### YOUR TASK
Scan the data below. Pull out each line where "this" occurs.

### SOURCE MATERIAL

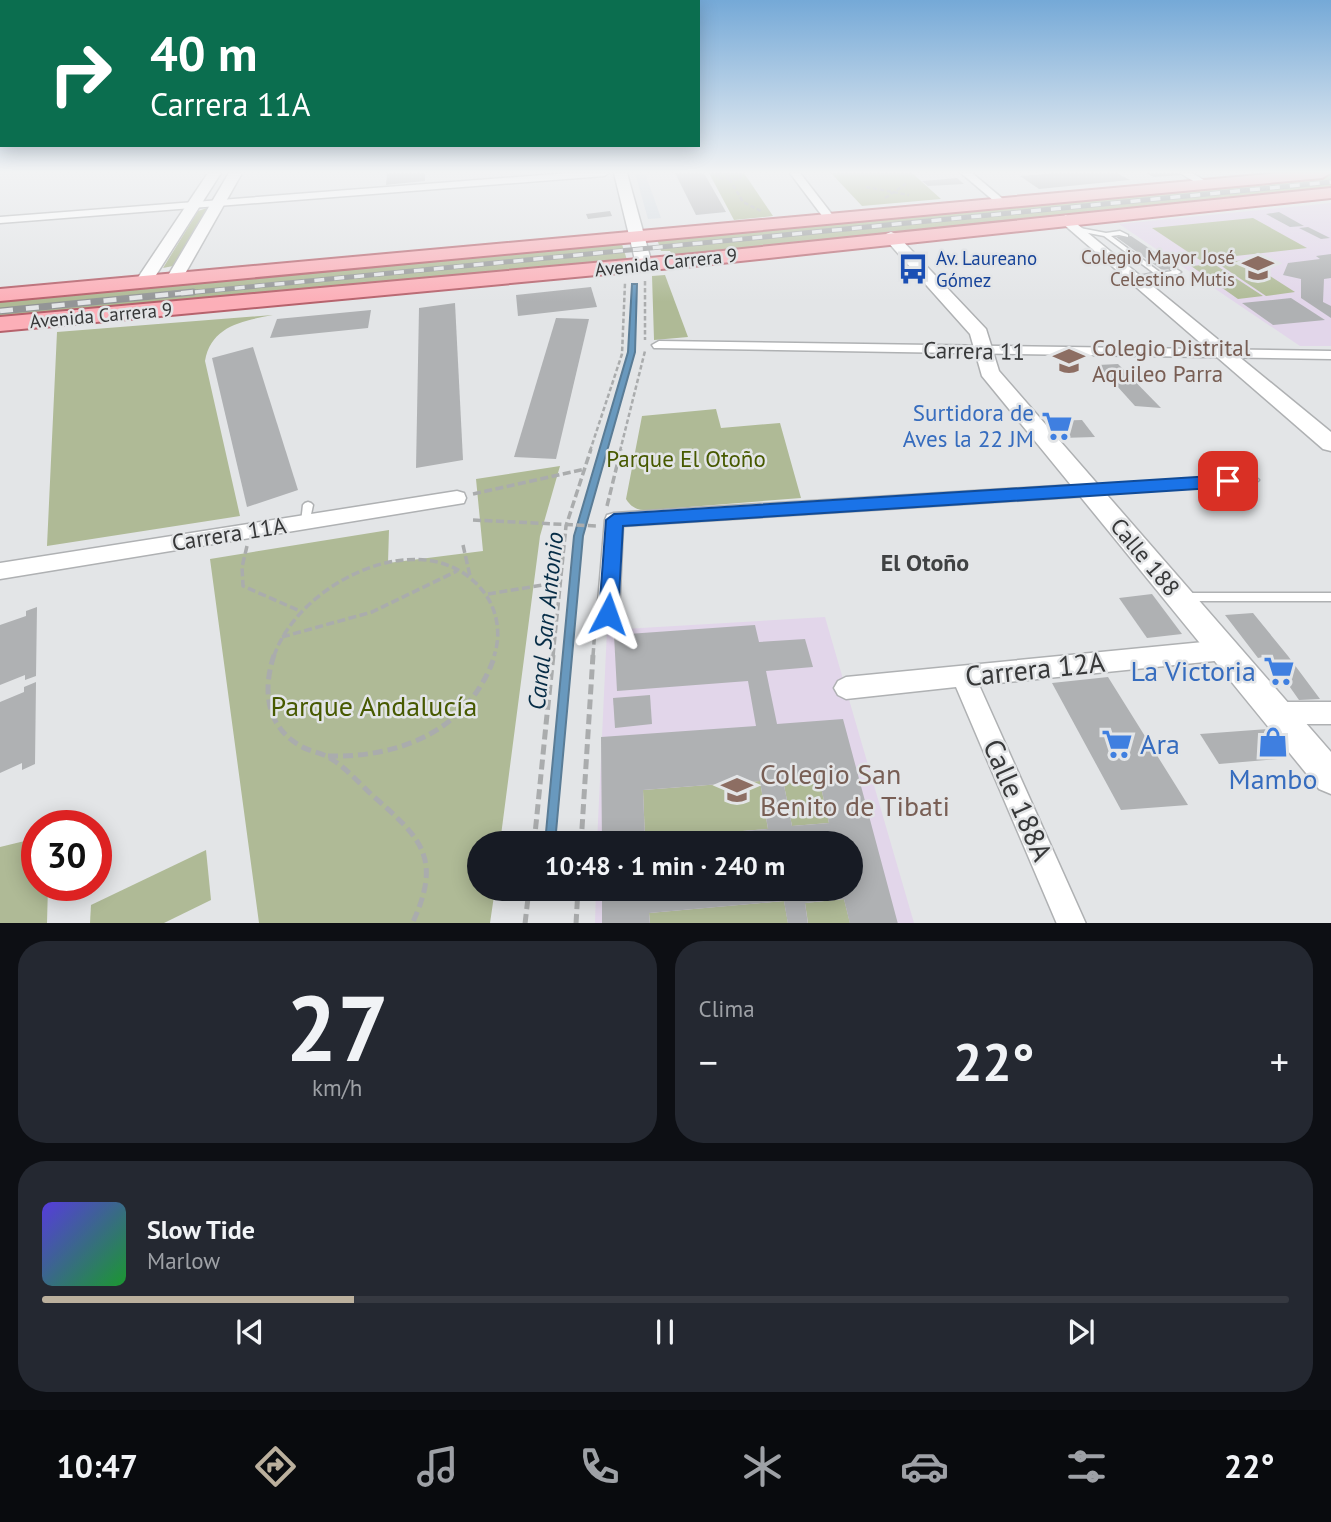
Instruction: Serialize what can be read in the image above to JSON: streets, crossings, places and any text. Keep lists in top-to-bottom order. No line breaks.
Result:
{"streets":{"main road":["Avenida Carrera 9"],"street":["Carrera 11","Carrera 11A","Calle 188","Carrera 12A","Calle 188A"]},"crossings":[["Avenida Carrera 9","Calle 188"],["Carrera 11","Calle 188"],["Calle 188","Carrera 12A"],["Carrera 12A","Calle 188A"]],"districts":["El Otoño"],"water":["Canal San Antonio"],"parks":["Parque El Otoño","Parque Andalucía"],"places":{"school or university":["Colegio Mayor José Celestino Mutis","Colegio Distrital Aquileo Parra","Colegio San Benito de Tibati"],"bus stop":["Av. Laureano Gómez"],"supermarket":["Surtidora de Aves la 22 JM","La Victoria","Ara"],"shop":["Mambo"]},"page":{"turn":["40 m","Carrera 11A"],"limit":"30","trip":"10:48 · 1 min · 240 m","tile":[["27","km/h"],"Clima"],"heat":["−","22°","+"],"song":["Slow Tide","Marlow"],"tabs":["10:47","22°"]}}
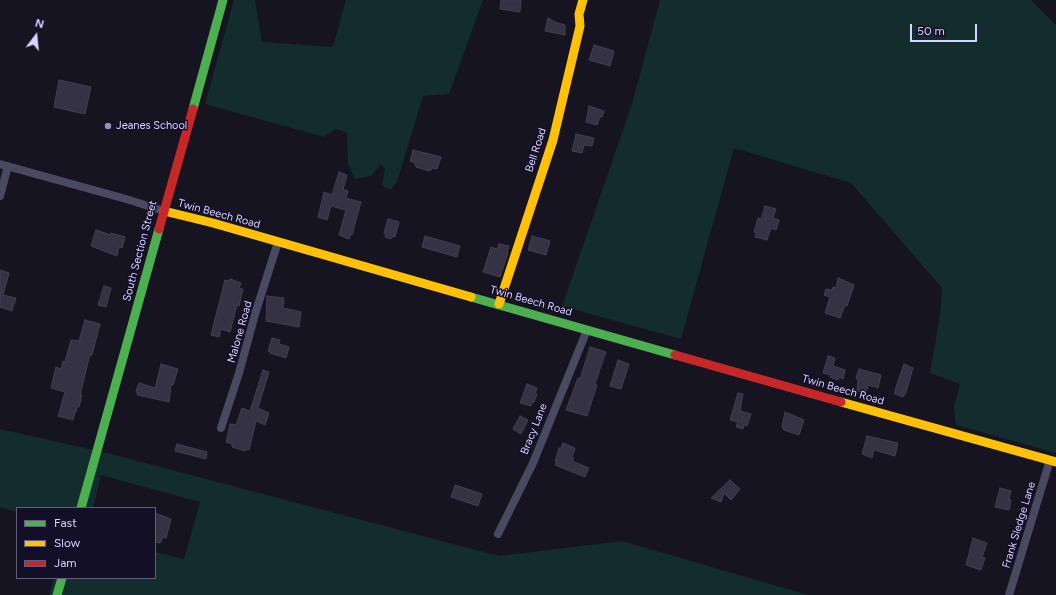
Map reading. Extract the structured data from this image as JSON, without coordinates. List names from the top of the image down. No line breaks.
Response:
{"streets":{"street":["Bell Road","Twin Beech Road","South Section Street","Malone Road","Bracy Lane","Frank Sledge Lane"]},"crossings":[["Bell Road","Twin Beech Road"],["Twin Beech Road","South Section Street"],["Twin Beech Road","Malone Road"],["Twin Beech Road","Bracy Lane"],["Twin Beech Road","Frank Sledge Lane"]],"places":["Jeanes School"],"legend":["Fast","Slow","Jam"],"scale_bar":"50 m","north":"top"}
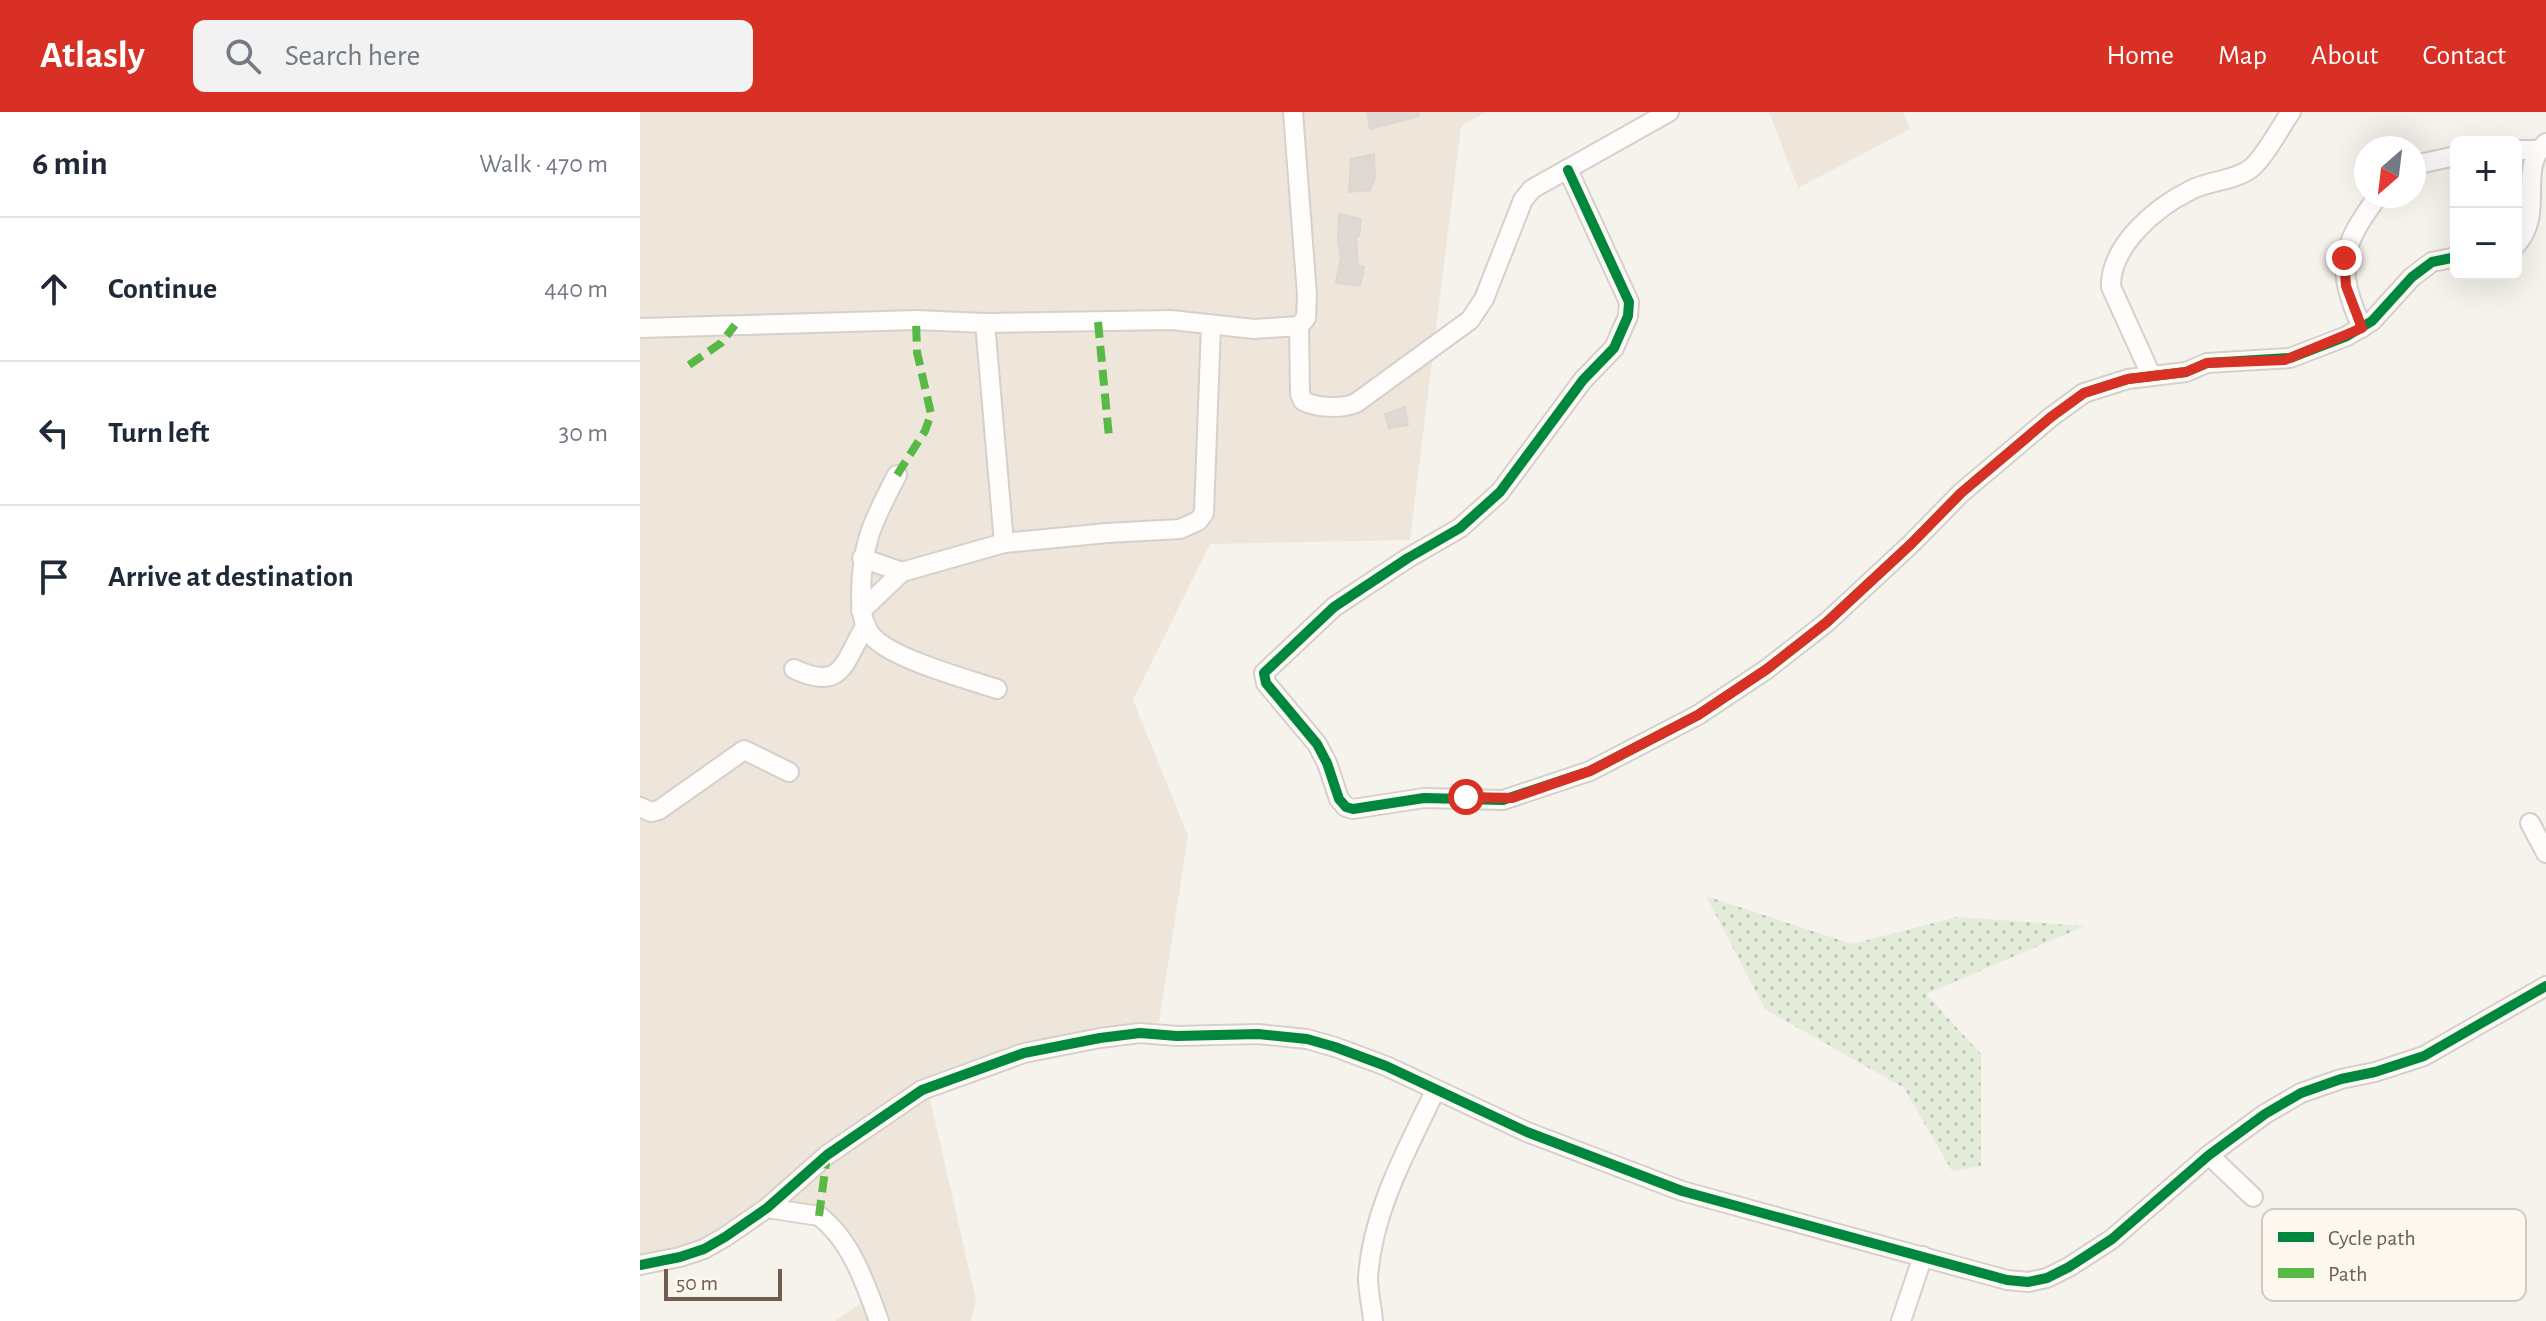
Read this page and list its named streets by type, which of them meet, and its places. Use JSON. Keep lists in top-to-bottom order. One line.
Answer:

### ANSWER TO THE PROBLEM
Map reading. Extract the structured data from this image as JSON, without coordinates. List names from the top of the image down. No line breaks.
Read this page and list its named streets by type, which of them meet, and its places. Use JSON. Keep lists in top-to-bottom order. One line.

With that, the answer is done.